Google のサービスのライフサイクル
Killed by Google なんてサイトがあるほど Google はよくサービスをやめている。別にサービスをやめること自体が悪いわけではないとわかっているけれど、儲からないとか、社内事情だとかでとっととサービスをやめる会社であるというイメージはついているし、きっと今後も変わらないと思う。
いや、もちろん Google があと2, 3 年で Gmail のサービスを辞めることになると思っているわけではない。ていうかメールアドレスが使えなくなるときは Google アカウントの一意 ID がなくなるときだから、さすがに Google という会社が存続する限りそれはないと思っている。
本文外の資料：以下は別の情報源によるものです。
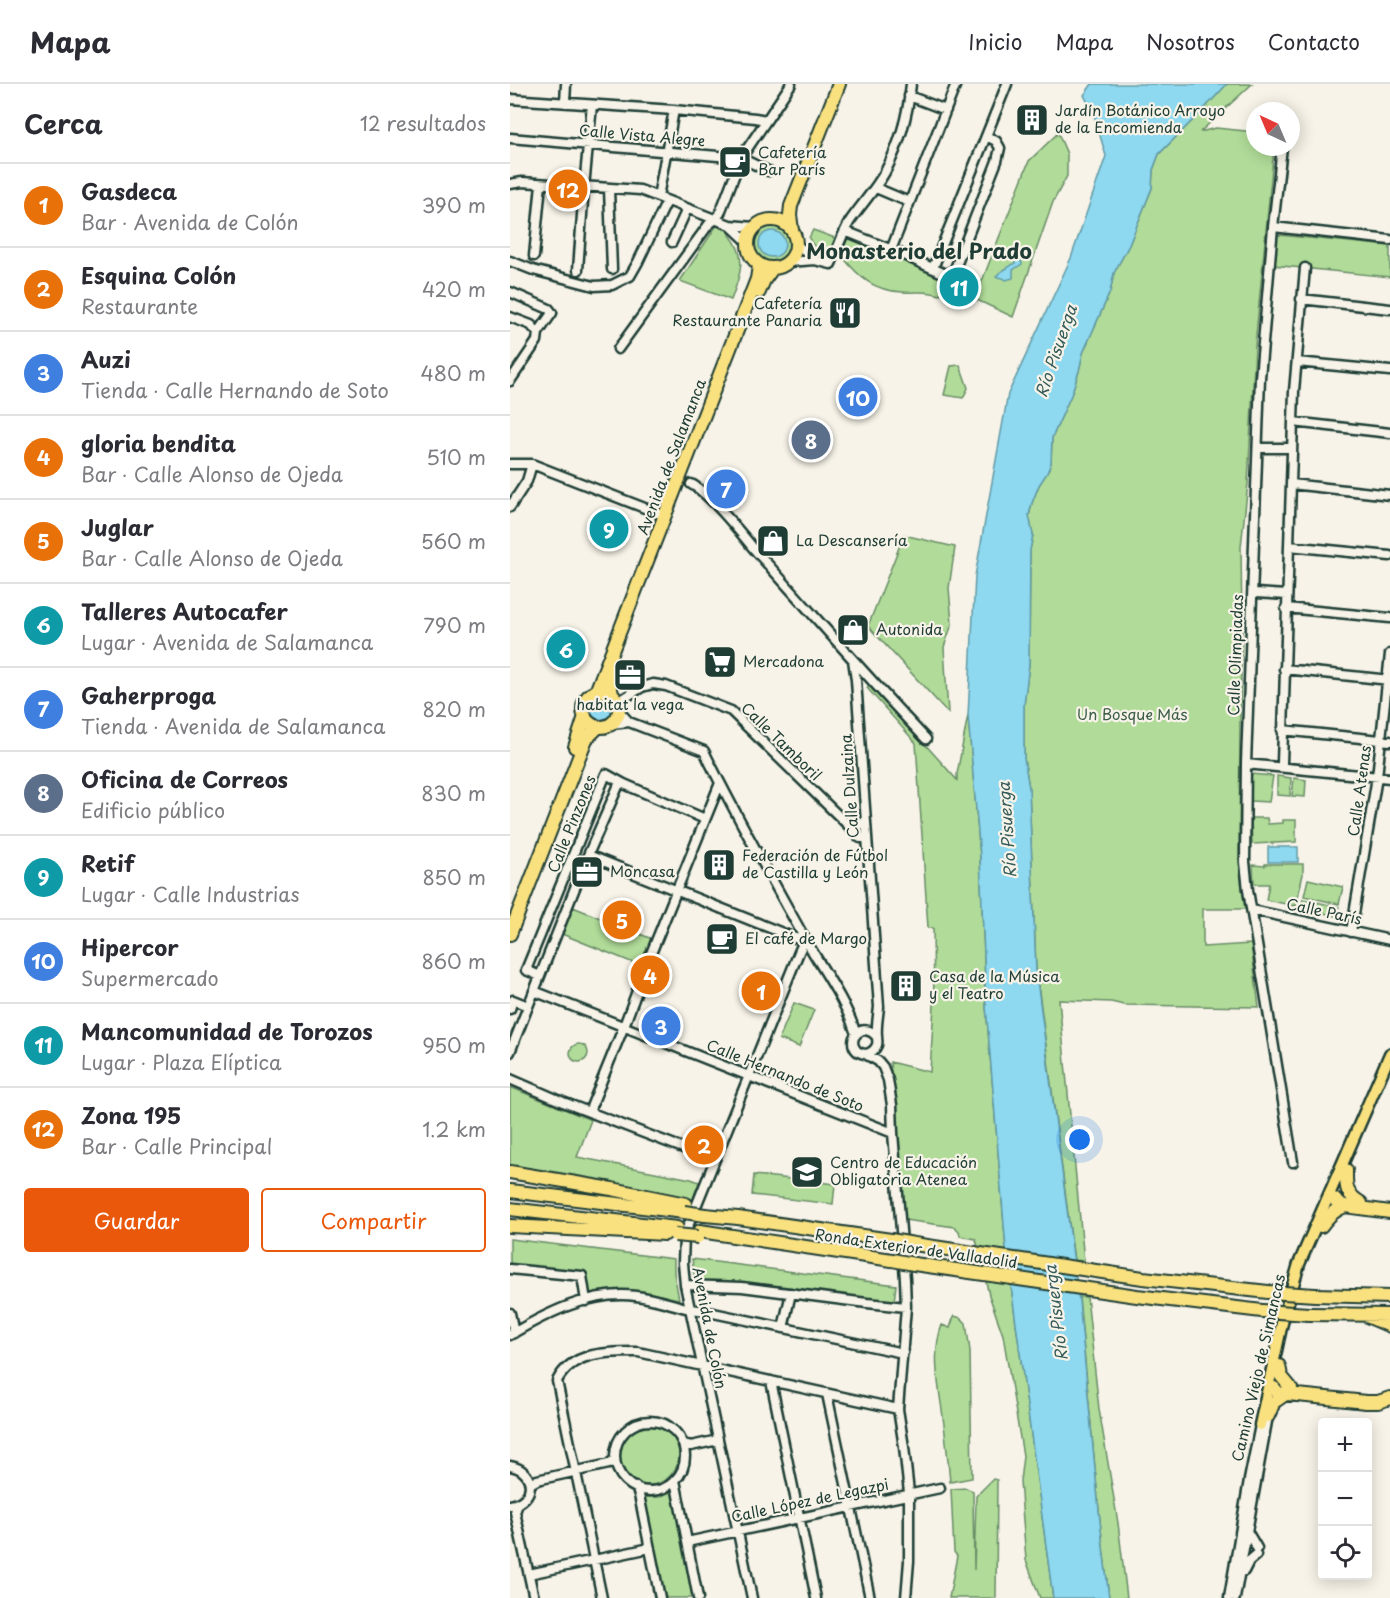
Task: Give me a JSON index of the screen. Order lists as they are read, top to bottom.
{
  "streets": {
    "highway": ["Avenida de Salamanca", "Ronda Exterior de Valladolid"],
    "main road": ["Camino Viejo de Simancas"],
    "street": [
      "Calle Vista Alegre",
      "Calle Olimpiadas",
      "Calle Tamboril",
      "Calle Dulzaina",
      "Calle Atenas",
      "Calle Pinzones",
      "Calle París",
      "Calle Hernando de Soto",
      "Avenida de Colón",
      "Calle López de Legazpi"
    ]
  },
  "crossings": [
    ["Avenida de Salamanca", "Calle Tamboril"],
    ["Calle Olimpiadas", "Calle París"],
    ["Calle Tamboril", "Calle Dulzaina"],
    ["Calle Atenas", "Calle París"],
    ["Calle Hernando de Soto", "Avenida de Colón"],
    ["Avenida de Colón", "Calle López de Legazpi"]
  ],
  "districts": ["Monasterio del Prado"],
  "water": ["Río Pisuerga"],
  "parks": ["Un Bosque Más"],
  "places": {
    "building": ["Jardín Botánico Arroyo de la Encomienda", "Federación de Fútbol de Castilla y León", "Casa de la Música y el Teatro"],
    "cafe": ["Cafetería Bar París", "El café de Margo"],
    "restaurant": ["Cafetería Restaurante Panaria"],
    "shop": ["La Descansería", "Autonida"],
    "supermarket": ["Mercadona"],
    "office": ["habitat la vega", "Moncasa"],
    "school or university": ["Centro de Educación Obligatoria Atenea"]
  },
  "north": "top left",
  "page": {
    "header": "Mapa",
    "nav": [
      "Inicio",
      "Mapa",
      "Nosotros",
      "Contacto"
    ],
    "heading": ["Cerca", "12 resultados"],
    "list": [
      {
        "mark": "1",
        "name": "Gasdeca",
        "note": "Bar · Avenida de Colón",
        "value": "390 m"
      },
      {
        "mark": "2",
        "name": "Esquina Colón",
        "note": "Restaurante",
        "value": "420 m"
      },
      {
        "mark": "3",
        "name": "Auzi",
        "note": "Tienda · Calle Hernando de Soto",
        "value": "480 m"
      },
      {
        "mark": "4",
        "name": "gloria bendita",
        "note": "Bar · Calle Alonso de Ojeda",
        "value": "510 m"
      },
      {
        "mark": "5",
        "name": "Juglar",
        "note": "Bar · Calle Alonso de Ojeda",
        "value": "560 m"
      },
      {
        "mark": "6",
        "name": "Talleres Autocafer",
        "note": "Lugar · Avenida de Salamanca",
        "value": "790 m"
      },
      {
        "mark": "7",
        "name": "Gaherproga",
        "note": "Tienda · Avenida de Salamanca",
        "value": "820 m"
      },
      {
        "mark": "8",
        "name": "Oficina de Correos",
        "note": "Edificio público",
        "value": "830 m"
      },
      {
        "mark": "9",
        "name": "Retif",
        "note": "Lugar · Calle Industrias",
        "value": "850 m"
      },
      {
        "mark": "10",
        "name": "Hipercor",
        "note": "Supermercado",
        "value": "860 m"
      },
      {
        "mark": "11",
        "name": "Mancomunidad de Torozos",
        "note": "Lugar · Plaza Elíptica",
        "value": "950 m"
      },
      {
        "mark": "12",
        "name": "Zona 195",
        "note": "Bar · Calle Principal",
        "value": "1.2 km"
      }
    ],
    "pins": [
      "12",
      "11",
      "10",
      "8",
      "7",
      "9",
      "6",
      "5",
      "4",
      "1",
      "3",
      "2"
    ],
    "buttons": ["Guardar", "Compartir"],
    "map_buttons": ["+", "−"]
  }
}
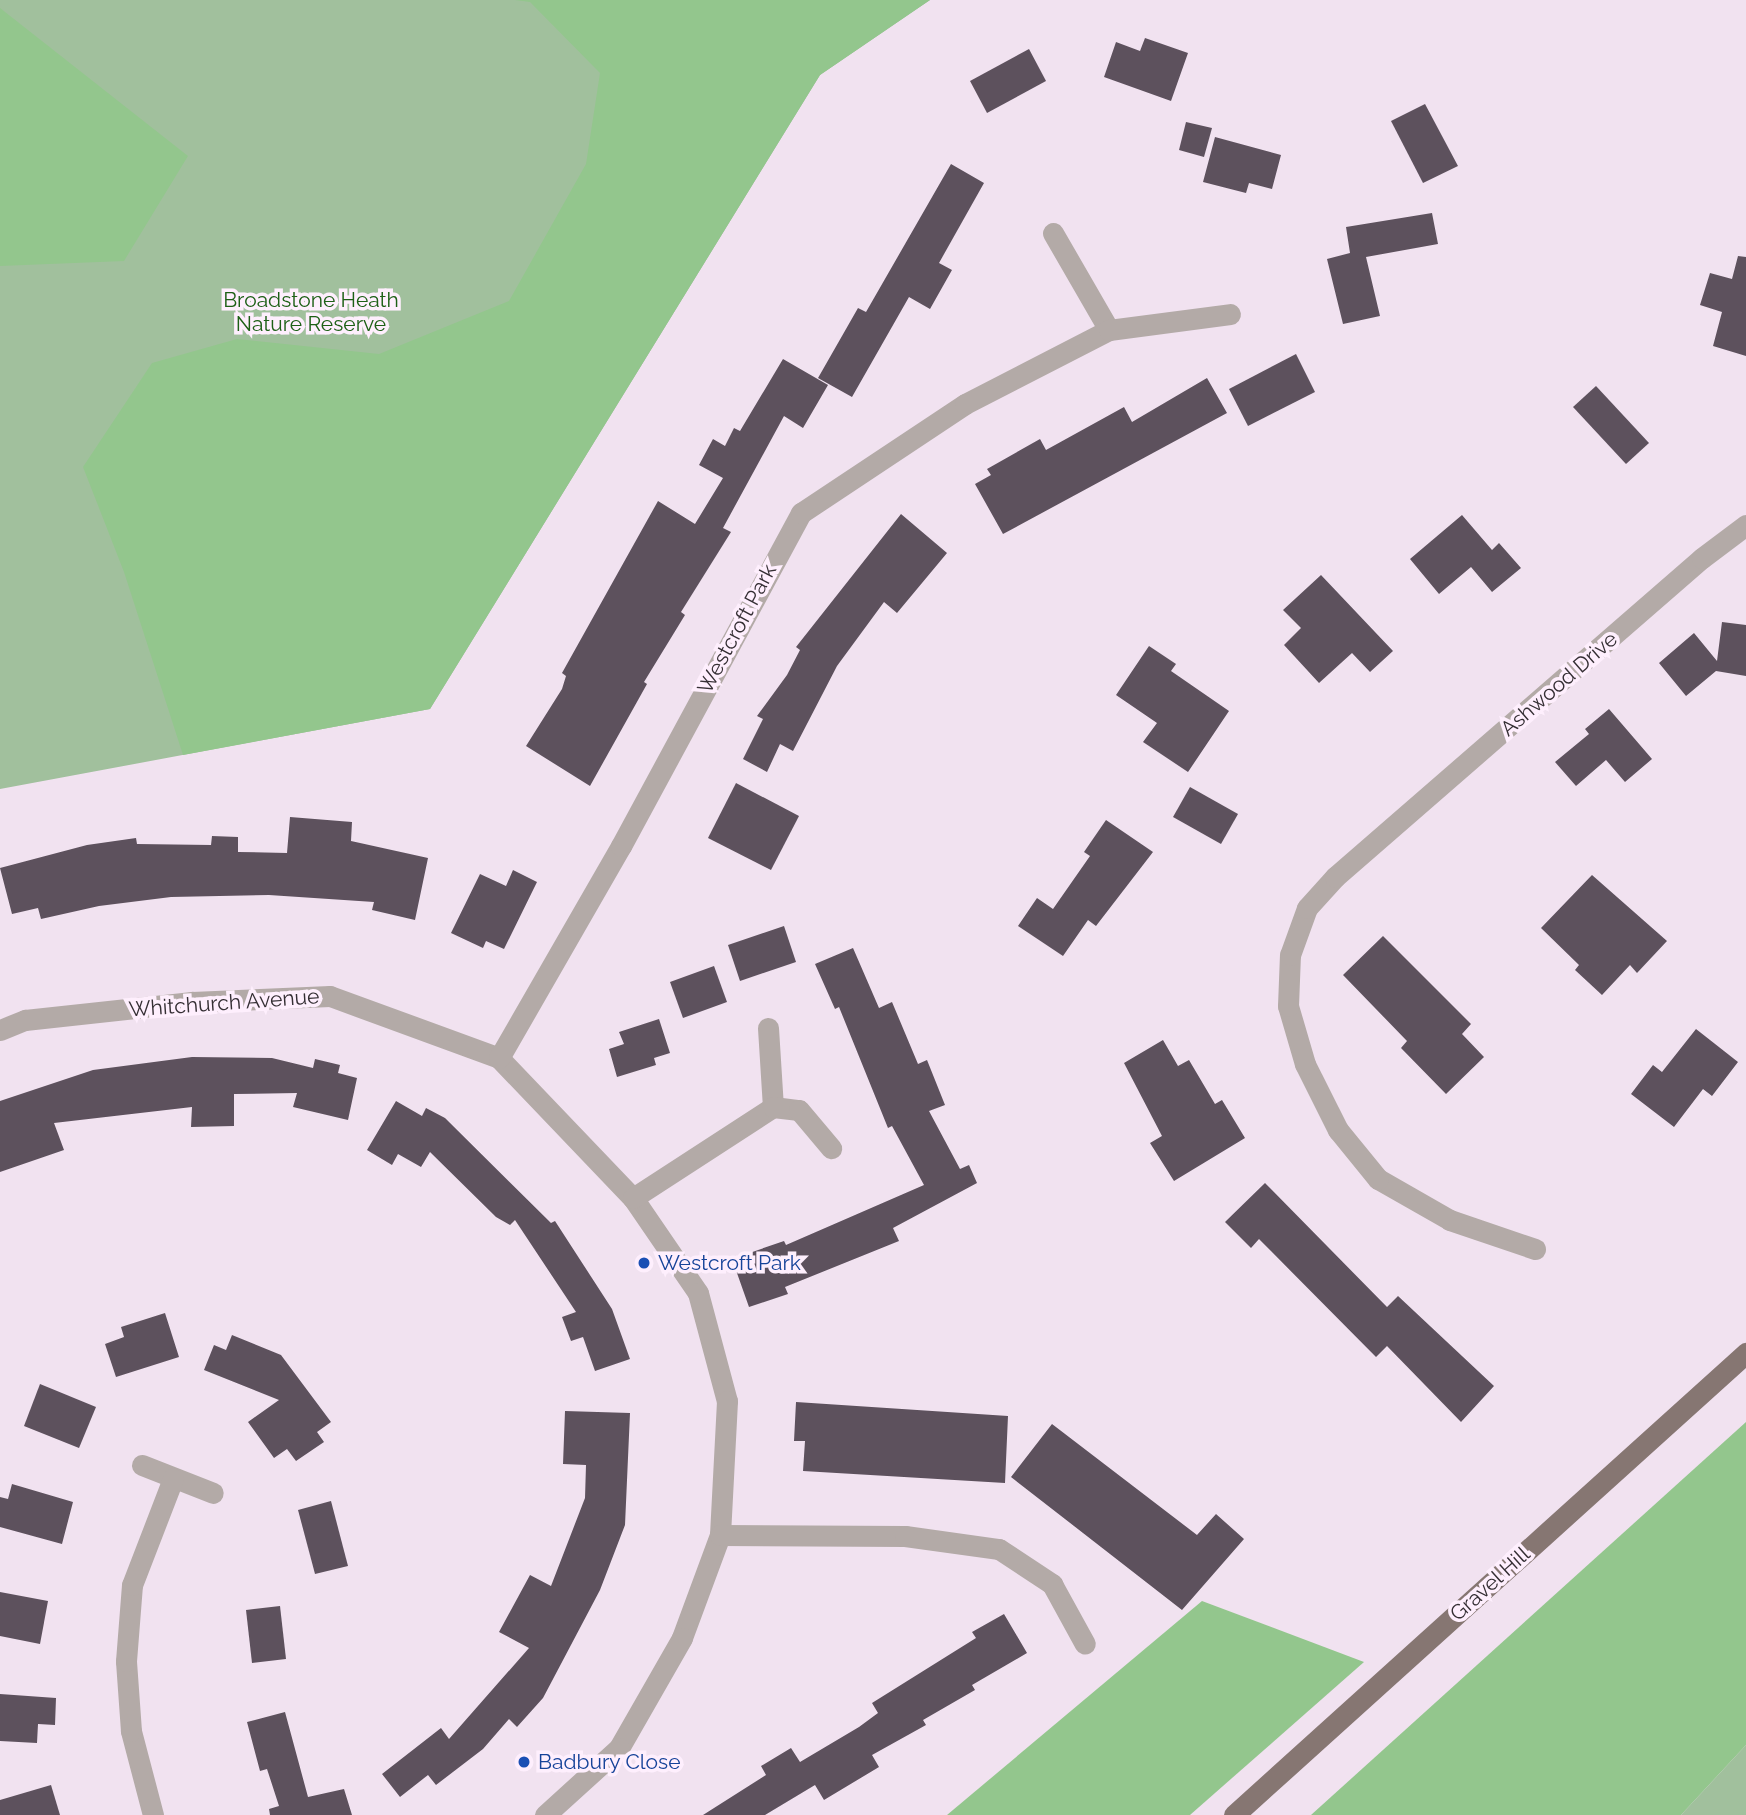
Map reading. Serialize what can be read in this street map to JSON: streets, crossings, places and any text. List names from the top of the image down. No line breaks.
{"streets":{"main road":["Gravel Hill"],"street":["Westcroft Park","Ashwood Drive","Whitchurch Avenue"]},"crossings":[["Westcroft Park","Whitchurch Avenue"]],"parks":["Broadstone Heath Nature Reserve"],"places":["Westcroft Park","Badbury Close"]}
ただサービスをよくやめるから、新たに Google が発表する新サービスとかに魅力を感じなくなっている(飛びつくと痛い目見る可能性が高いなということが何よりも先に脳裏をよぎる)。Google のサービスを便利に使いたいから Google アカウントを自分のインターネット活動のハブにしていたのに、そこまでする理由なんてもうないなと感じるようになった。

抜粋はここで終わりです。